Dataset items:
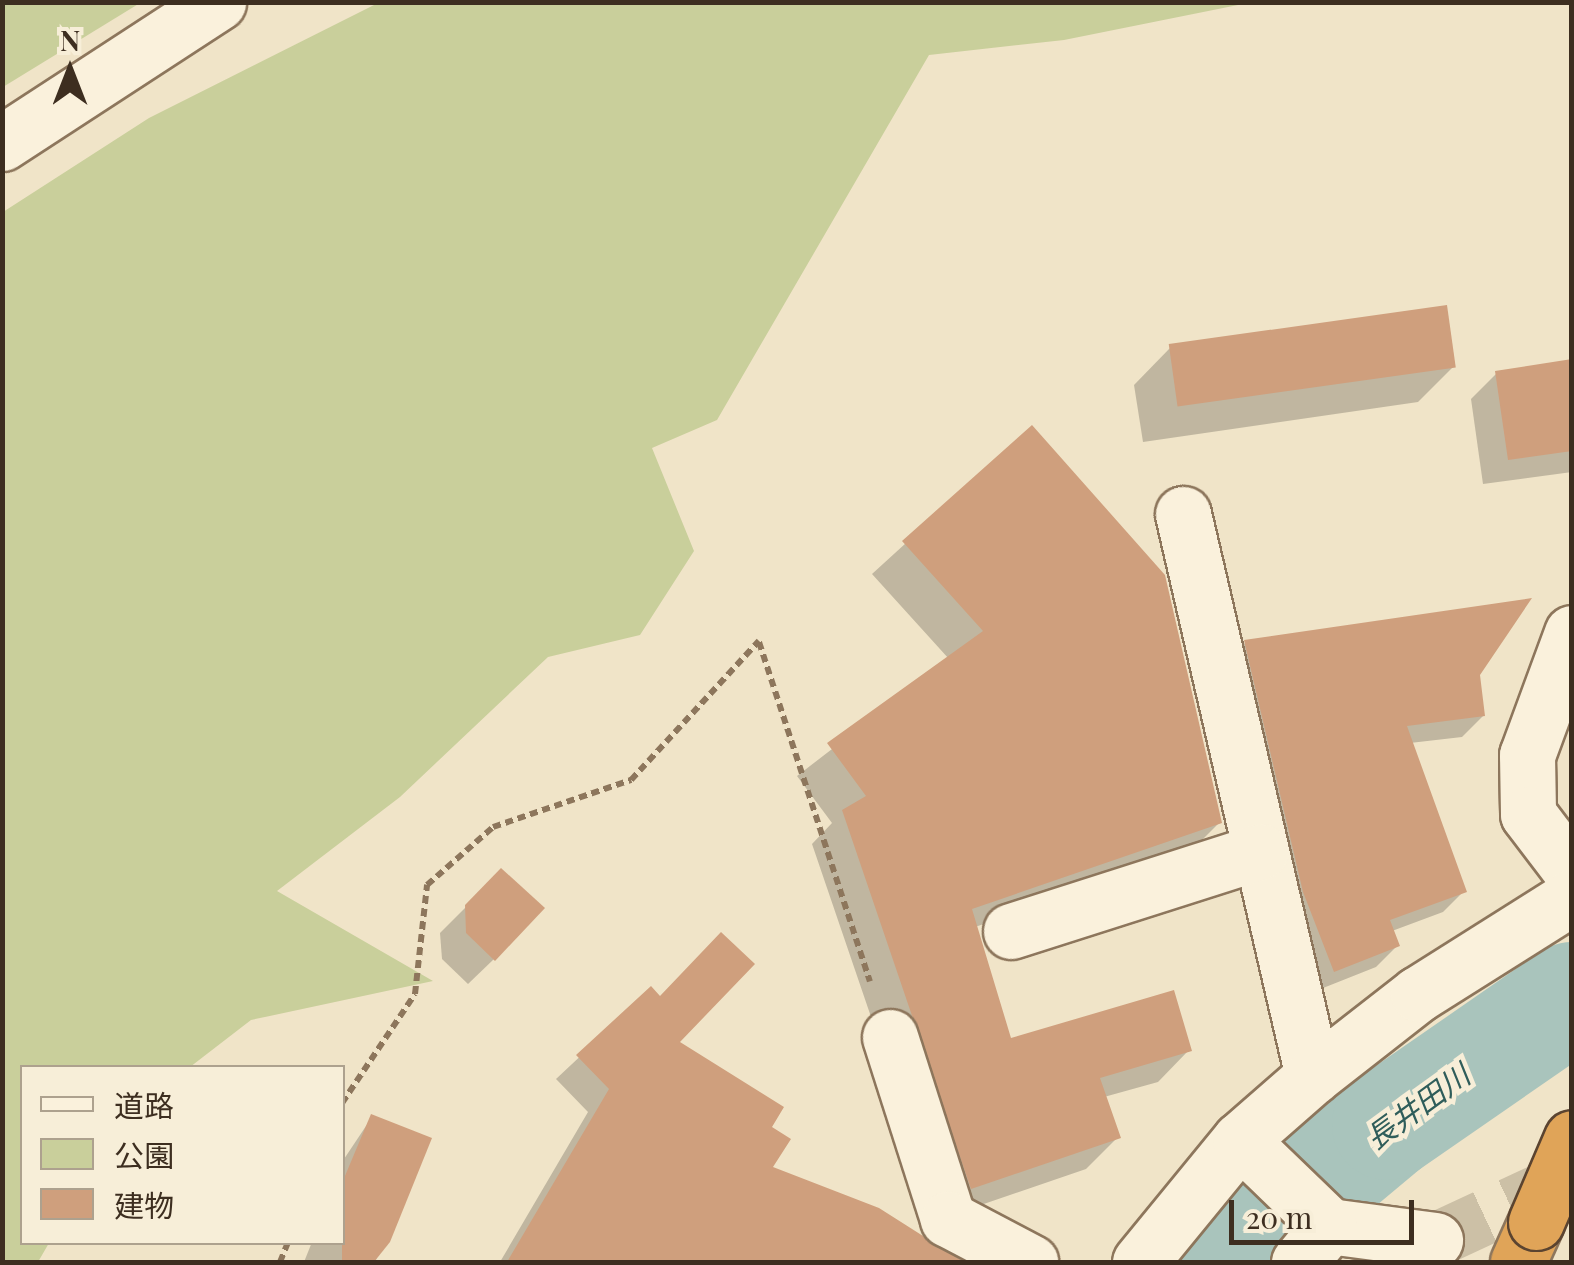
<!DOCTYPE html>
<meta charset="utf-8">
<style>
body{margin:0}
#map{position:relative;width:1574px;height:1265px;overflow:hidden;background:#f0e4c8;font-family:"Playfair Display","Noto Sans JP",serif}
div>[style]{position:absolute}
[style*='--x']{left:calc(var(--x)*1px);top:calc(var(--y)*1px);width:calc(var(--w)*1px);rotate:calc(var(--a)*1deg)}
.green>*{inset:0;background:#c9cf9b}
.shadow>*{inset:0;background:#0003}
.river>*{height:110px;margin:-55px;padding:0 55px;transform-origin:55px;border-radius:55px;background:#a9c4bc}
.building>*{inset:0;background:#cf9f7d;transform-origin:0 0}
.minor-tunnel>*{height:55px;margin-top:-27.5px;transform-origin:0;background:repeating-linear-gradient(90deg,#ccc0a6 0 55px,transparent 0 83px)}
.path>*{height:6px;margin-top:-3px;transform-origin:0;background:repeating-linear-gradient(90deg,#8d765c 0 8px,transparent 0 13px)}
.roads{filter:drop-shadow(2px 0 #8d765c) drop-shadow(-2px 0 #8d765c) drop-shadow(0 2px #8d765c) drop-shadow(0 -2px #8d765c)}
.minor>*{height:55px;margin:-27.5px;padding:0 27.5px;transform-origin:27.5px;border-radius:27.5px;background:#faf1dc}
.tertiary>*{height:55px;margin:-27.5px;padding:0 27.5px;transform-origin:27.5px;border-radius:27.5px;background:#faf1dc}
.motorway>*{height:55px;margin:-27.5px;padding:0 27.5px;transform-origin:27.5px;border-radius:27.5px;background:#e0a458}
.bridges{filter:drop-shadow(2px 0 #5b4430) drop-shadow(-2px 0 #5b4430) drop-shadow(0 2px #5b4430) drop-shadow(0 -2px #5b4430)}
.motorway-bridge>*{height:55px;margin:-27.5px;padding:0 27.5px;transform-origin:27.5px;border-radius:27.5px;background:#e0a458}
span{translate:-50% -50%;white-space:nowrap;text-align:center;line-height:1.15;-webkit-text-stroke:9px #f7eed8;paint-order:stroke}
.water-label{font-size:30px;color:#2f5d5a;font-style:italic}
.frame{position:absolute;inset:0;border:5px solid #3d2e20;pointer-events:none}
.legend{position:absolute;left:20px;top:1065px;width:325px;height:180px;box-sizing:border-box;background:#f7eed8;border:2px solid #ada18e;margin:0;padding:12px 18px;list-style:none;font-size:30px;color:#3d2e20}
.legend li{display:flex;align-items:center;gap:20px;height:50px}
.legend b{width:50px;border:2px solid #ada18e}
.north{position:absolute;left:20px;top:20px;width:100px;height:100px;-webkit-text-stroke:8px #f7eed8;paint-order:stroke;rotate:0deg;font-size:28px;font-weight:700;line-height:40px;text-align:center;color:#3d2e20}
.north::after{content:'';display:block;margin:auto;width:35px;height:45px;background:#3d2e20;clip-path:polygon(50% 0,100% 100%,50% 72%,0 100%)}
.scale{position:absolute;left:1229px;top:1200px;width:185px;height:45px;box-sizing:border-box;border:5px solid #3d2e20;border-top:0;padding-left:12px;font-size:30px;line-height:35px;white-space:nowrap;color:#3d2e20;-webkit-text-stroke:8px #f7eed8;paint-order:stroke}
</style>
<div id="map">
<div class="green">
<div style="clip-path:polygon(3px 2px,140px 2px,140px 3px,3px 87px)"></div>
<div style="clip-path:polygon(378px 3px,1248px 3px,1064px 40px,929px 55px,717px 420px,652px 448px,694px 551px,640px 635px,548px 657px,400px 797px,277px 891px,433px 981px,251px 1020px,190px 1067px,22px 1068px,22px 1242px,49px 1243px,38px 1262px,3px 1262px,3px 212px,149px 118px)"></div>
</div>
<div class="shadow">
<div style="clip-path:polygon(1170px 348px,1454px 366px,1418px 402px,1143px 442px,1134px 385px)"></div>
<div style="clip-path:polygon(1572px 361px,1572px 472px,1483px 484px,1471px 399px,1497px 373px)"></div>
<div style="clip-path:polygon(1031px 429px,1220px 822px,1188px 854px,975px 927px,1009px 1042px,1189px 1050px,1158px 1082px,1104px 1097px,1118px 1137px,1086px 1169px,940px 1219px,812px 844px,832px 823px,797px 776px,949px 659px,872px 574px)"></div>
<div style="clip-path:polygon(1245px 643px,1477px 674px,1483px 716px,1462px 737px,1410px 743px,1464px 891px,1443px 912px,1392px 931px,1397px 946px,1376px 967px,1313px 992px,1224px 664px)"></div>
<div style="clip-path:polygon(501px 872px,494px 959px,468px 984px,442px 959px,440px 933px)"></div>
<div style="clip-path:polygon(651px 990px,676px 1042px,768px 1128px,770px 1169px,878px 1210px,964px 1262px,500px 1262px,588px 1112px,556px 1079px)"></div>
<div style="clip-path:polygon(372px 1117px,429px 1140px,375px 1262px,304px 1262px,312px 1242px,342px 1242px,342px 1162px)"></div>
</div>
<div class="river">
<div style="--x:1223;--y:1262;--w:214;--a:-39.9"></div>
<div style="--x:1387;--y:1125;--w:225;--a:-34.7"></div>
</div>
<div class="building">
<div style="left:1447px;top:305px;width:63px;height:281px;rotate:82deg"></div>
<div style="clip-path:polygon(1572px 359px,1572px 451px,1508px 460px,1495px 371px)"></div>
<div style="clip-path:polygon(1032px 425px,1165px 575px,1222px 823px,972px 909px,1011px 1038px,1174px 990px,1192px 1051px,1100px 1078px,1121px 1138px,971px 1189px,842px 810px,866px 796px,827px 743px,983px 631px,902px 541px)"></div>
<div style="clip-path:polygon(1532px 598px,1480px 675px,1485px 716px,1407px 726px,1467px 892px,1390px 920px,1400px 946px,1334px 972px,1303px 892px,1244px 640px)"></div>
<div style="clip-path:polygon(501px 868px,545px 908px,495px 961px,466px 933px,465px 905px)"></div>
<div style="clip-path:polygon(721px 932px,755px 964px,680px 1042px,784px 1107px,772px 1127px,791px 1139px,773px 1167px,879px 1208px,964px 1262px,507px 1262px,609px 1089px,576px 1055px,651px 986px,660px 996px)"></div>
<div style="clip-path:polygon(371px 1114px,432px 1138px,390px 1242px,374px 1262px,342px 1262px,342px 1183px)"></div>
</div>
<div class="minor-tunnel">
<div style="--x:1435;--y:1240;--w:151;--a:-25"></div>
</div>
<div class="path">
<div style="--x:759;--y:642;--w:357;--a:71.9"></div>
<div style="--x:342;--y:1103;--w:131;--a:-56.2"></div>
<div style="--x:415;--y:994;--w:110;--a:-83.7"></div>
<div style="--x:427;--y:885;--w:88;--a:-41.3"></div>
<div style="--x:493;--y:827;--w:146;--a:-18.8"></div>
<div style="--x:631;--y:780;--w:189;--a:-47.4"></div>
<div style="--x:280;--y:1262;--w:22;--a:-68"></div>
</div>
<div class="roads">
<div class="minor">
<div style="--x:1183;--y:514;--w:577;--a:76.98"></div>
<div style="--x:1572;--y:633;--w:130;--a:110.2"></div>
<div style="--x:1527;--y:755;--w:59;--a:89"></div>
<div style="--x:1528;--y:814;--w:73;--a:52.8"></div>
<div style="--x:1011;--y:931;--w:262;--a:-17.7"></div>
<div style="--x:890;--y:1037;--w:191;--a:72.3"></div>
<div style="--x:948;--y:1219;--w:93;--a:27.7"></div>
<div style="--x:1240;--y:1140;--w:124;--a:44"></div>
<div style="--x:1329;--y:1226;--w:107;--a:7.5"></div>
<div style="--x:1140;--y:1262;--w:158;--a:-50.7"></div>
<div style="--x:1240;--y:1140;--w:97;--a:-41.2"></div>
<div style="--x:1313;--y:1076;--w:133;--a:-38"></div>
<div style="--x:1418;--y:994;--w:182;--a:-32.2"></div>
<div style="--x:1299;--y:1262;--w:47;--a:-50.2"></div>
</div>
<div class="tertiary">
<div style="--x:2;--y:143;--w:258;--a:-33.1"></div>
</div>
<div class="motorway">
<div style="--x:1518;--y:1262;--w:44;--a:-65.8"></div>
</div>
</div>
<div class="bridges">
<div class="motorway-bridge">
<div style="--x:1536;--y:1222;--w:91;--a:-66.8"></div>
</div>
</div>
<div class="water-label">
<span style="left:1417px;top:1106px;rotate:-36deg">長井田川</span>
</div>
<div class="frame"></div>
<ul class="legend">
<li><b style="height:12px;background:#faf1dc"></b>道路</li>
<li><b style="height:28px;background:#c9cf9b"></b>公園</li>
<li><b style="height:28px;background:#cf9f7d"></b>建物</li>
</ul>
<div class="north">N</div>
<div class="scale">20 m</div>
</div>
--
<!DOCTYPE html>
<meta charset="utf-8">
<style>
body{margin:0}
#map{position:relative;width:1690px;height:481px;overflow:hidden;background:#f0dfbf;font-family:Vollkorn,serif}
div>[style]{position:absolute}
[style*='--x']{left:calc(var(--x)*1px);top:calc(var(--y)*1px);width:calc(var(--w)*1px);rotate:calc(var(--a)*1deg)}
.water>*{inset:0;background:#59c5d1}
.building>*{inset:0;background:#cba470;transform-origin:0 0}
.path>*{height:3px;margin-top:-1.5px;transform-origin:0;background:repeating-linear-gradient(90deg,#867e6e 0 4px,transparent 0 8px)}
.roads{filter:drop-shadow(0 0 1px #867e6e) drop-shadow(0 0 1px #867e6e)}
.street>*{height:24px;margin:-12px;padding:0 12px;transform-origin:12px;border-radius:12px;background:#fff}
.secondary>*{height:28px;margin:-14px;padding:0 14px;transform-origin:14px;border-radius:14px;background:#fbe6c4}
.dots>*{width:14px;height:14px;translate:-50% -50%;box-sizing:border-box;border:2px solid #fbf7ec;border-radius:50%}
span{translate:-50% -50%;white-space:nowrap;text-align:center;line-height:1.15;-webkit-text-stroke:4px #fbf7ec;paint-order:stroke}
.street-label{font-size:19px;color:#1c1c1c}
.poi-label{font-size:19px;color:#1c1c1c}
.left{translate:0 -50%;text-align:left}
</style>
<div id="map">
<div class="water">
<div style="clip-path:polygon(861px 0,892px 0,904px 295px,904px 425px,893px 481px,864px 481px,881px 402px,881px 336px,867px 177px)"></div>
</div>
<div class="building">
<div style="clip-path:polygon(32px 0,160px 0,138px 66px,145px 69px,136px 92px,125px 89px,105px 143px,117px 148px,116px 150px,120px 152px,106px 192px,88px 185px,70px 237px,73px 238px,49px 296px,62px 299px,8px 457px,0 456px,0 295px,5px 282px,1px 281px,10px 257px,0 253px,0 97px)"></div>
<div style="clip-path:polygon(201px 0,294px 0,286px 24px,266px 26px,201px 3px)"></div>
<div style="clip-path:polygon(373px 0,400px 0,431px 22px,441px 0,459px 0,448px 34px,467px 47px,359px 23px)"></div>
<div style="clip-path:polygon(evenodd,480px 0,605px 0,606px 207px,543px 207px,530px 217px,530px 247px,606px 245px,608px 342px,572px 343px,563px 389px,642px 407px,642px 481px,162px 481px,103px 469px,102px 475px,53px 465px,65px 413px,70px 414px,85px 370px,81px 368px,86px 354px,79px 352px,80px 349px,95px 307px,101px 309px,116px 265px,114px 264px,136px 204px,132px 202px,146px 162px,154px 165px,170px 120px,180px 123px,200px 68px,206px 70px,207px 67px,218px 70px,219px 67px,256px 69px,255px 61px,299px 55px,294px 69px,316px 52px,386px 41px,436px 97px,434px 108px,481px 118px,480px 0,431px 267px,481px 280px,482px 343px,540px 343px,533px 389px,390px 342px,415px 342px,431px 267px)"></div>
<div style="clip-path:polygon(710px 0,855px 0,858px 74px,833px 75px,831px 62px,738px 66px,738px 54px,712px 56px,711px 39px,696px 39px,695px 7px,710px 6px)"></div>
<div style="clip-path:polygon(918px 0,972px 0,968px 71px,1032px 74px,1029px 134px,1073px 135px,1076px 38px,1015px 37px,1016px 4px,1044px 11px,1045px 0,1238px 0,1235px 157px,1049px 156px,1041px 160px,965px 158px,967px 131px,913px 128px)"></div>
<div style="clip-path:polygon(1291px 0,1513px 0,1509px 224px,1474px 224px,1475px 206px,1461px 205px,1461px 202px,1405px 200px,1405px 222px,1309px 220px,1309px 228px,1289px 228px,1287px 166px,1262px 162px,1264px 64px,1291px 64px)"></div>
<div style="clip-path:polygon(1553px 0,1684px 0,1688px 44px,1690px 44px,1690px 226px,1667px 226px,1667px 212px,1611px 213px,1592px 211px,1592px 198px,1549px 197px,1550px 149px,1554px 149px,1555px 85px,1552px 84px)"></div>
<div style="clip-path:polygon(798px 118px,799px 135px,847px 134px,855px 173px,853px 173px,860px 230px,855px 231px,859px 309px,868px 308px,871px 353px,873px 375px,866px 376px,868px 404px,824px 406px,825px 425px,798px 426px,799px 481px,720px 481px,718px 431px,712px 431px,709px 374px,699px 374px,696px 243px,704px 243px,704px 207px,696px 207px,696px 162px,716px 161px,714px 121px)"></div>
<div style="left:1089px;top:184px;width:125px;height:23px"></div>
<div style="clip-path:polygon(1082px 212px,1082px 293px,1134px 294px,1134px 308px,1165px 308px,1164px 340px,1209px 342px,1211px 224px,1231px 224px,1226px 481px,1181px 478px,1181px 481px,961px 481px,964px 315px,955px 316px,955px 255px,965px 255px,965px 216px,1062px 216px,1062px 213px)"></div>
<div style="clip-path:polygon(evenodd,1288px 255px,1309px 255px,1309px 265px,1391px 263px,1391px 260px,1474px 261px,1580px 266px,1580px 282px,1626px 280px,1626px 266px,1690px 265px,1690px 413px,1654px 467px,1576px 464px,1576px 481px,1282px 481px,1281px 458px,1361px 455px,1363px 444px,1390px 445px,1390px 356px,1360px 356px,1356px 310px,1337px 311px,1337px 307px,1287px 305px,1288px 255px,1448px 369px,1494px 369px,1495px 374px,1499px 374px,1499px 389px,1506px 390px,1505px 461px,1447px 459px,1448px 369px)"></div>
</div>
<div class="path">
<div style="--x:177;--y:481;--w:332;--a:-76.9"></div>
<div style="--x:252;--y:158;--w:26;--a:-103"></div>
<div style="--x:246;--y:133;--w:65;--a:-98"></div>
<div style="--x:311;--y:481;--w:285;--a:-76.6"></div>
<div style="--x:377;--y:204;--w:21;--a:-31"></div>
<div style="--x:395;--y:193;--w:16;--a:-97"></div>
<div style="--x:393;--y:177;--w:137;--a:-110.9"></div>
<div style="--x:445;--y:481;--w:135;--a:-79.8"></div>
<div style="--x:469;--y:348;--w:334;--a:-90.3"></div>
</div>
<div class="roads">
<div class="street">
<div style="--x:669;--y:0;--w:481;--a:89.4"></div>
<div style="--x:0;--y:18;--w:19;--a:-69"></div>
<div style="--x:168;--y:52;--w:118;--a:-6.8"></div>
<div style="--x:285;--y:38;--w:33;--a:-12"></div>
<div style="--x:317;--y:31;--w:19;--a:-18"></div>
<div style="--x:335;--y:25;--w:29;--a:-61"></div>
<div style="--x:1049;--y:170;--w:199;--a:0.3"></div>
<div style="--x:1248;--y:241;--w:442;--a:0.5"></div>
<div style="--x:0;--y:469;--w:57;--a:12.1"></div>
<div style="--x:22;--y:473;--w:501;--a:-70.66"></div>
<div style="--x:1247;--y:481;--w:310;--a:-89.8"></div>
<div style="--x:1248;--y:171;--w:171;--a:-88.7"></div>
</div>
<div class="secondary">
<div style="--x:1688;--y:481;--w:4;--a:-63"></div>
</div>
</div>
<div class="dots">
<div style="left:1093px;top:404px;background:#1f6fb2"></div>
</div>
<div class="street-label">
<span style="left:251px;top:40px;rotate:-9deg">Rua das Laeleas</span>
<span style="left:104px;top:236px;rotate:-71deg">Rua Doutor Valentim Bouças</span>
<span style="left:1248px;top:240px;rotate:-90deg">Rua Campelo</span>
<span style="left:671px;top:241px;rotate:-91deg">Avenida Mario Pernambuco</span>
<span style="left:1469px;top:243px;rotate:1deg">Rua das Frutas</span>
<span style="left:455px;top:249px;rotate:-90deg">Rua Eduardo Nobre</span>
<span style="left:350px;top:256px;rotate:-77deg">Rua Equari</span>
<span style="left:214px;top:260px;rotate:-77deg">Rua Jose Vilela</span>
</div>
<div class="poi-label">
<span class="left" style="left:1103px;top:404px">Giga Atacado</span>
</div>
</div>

EXERCISE BRIEF:
Out of the preceding entries, pull every line containing the string "serif".

ANSWER SECTION:
#map{position:relative;width:1574px;height:1265px;overflow:hidden;background:#f0e4c8;font-family:"Playfair Display","Noto Sans JP",serif}
#map{position:relative;width:1690px;height:481px;overflow:hidden;background:#f0dfbf;font-family:Vollkorn,serif}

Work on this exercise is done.